Ways - short for Roadways i.e. tunnels.
Brattice - a tarpauline-like sheet used to direct air flow. Permanent bratticing was made from wooden planks / boards.
Stopping - a structure constructed to stop air flow from one roadway to another.
Kibble - a large steel 'bucket' used, in place of a pit cage, to carry men and materials.

( Monday, 2nd March 1885 at 8.58 p.m. )

Article from Durham Chronicle

Coming to the cause of the accident, nothing has been definitely ascertained as yet, but the seat of the explosion is believed by practical and experienced men at the colliery to be about 100 yards from the shaft bottom, where there is an engine which works the coals out of the Maudlin seam. It is supposed that here there was an accumulation of gas, which reached the boilers, and thus caused the explosion.

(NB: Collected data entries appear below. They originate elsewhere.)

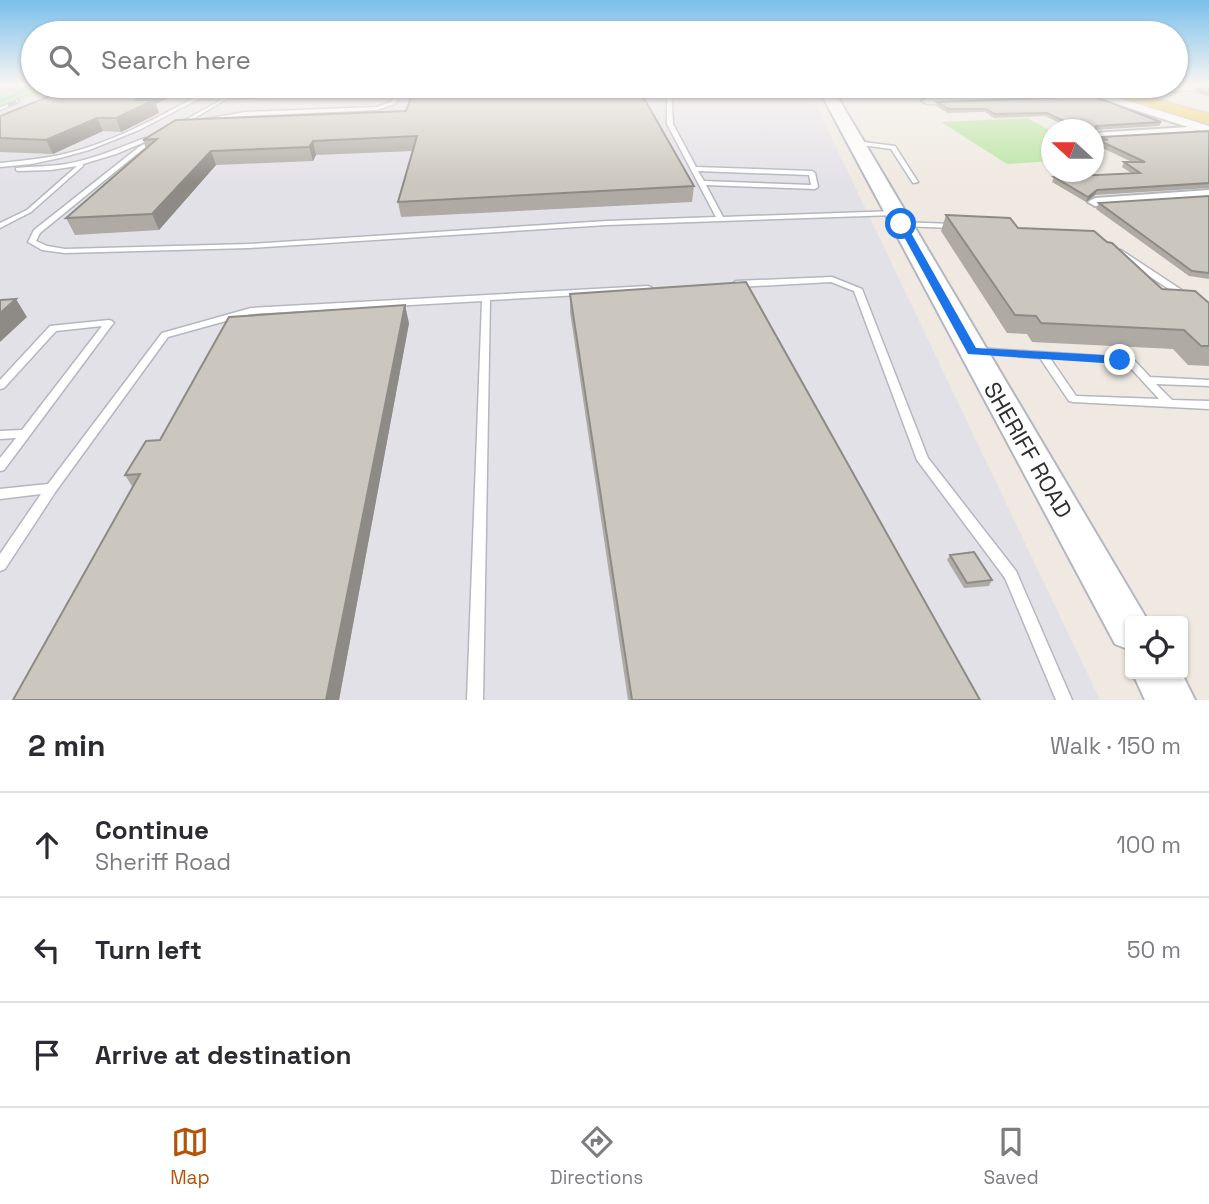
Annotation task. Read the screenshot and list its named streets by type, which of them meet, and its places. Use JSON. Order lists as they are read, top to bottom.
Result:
{
  "streets": {
    "main road": ["SHERIFF ROAD"]
  },
  "north": "left",
  "page": {
    "search": "Search here",
    "heading": ["2 min", "Walk · 150 m"],
    "list": [
      ["Continue", "Sheriff Road", "100 m"],
      ["Turn left", "50 m"],
      "Arrive at destination"
    ],
    "nav": ["Map", "Directions", "Saved"]
  }
}
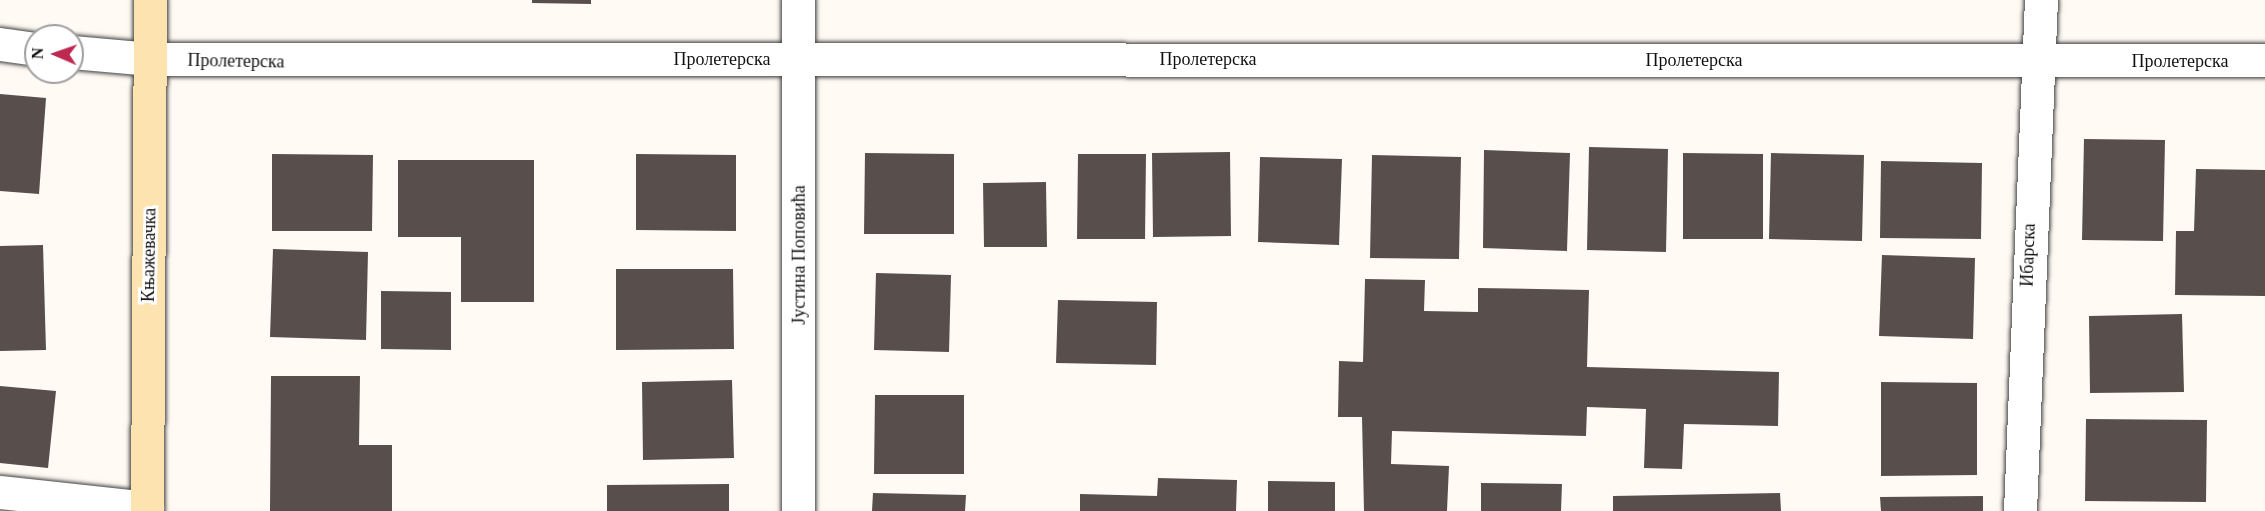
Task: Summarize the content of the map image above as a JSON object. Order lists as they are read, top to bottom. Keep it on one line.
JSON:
{"streets":{"main road":["Књажевачка"],"street":["Пролетерска","Јустина Поповића","Ибарска"]},"crossings":[["Пролетерска","Књажевачка"],["Пролетерска","Јустина Поповића"],["Пролетерска","Ибарска"]],"north":"left"}
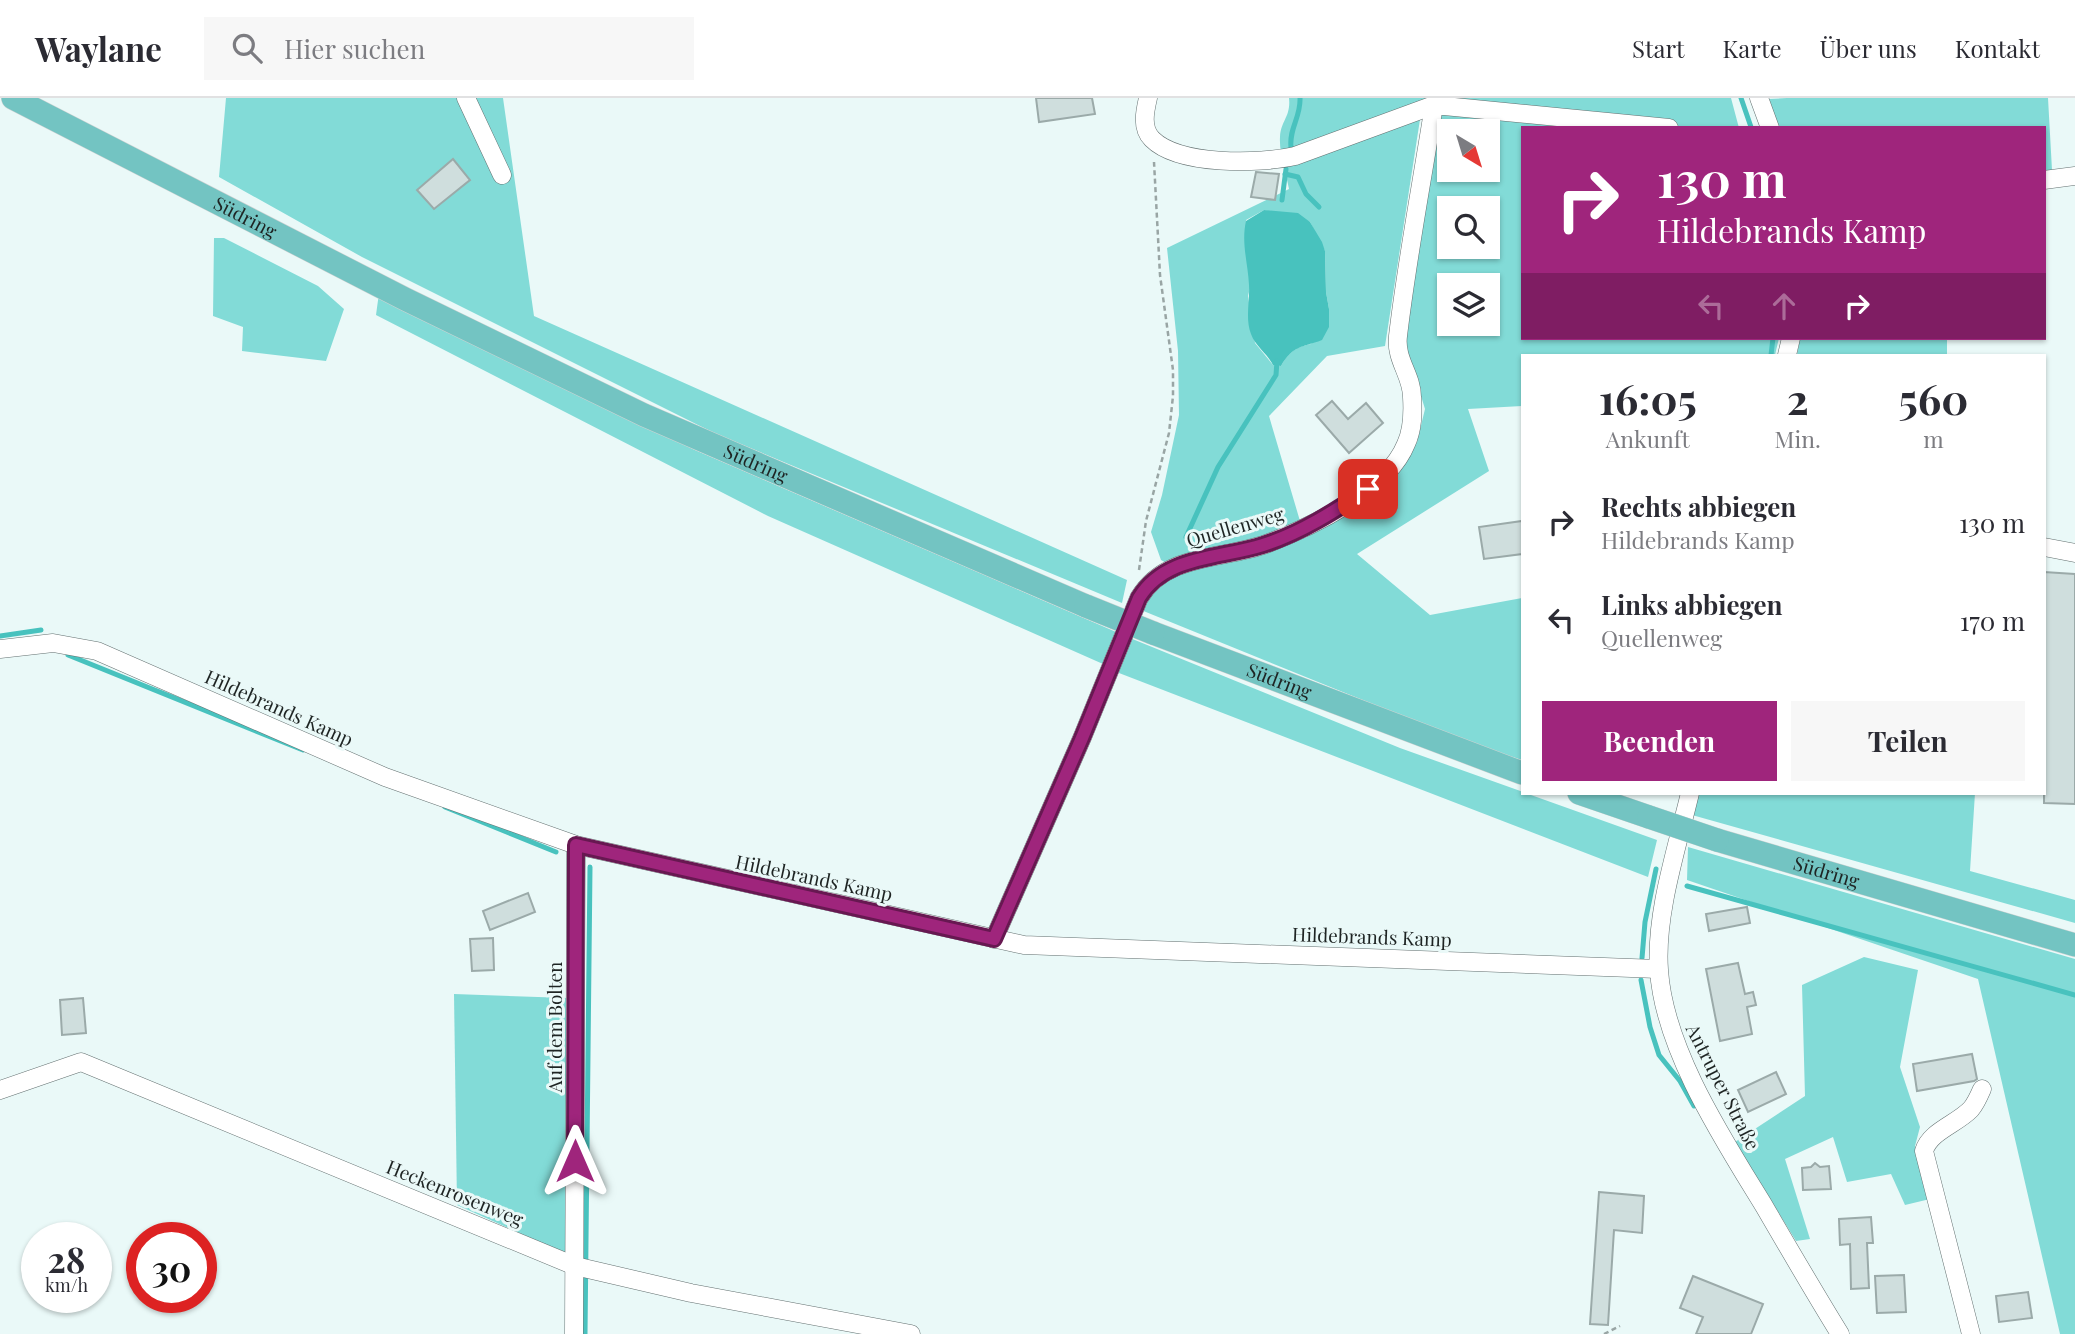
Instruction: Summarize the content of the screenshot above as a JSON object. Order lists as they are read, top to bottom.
{
  "streets": {
    "main road": ["Südring"],
    "street": [
      "Quellenweg",
      "Hildebrands Kamp",
      "Auf dem Bolten",
      "Antruper Straße",
      "Heckenrosenweg"
    ]
  },
  "crossings": [
    ["Quellenweg", "Hildebrands Kamp"],
    ["Hildebrands Kamp", "Auf dem Bolten"],
    ["Hildebrands Kamp", "Antruper Straße"],
    ["Auf dem Bolten", "Heckenrosenweg"]
  ],
  "north": "bottom right",
  "page": {
    "header": "Waylane",
    "search": "Hier suchen",
    "nav": [
      "Start",
      "Karte",
      "Über uns",
      "Kontakt"
    ],
    "turn": ["130 m", "Hildebrands Kamp"],
    "eta": [
      "16:05",
      "Ankunft",
      "2",
      "Min.",
      "560",
      "m"
    ],
    "list": [
      {
        "name": "Rechts abbiegen",
        "note": "Hildebrands Kamp",
        "value": "130 m"
      },
      {
        "name": "Links abbiegen",
        "note": "Quellenweg",
        "value": "170 m"
      }
    ],
    "buttons": ["Beenden", "Teilen"],
    "speed": "28 km/h",
    "limit": "30"
  }
}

It should also be mentioned that a new scaffold was in course of construction on the night of the explosion. The scaffold was some distance from the workings but it is not known whether the work being carried on there was in any way contributory to the cause of the explosion. With one single exception the working of the colliery since it was first sunk has been marked by an immunity from accidents of a disastrous character. There have been two previous explosions, one of a serious and the other of a comparatively minor character. About thirty years ago, when candles were used in the mine, an explosion occurred which resulted in the loss of seventeen lives and through a similar accident two lives were lost a few years ago.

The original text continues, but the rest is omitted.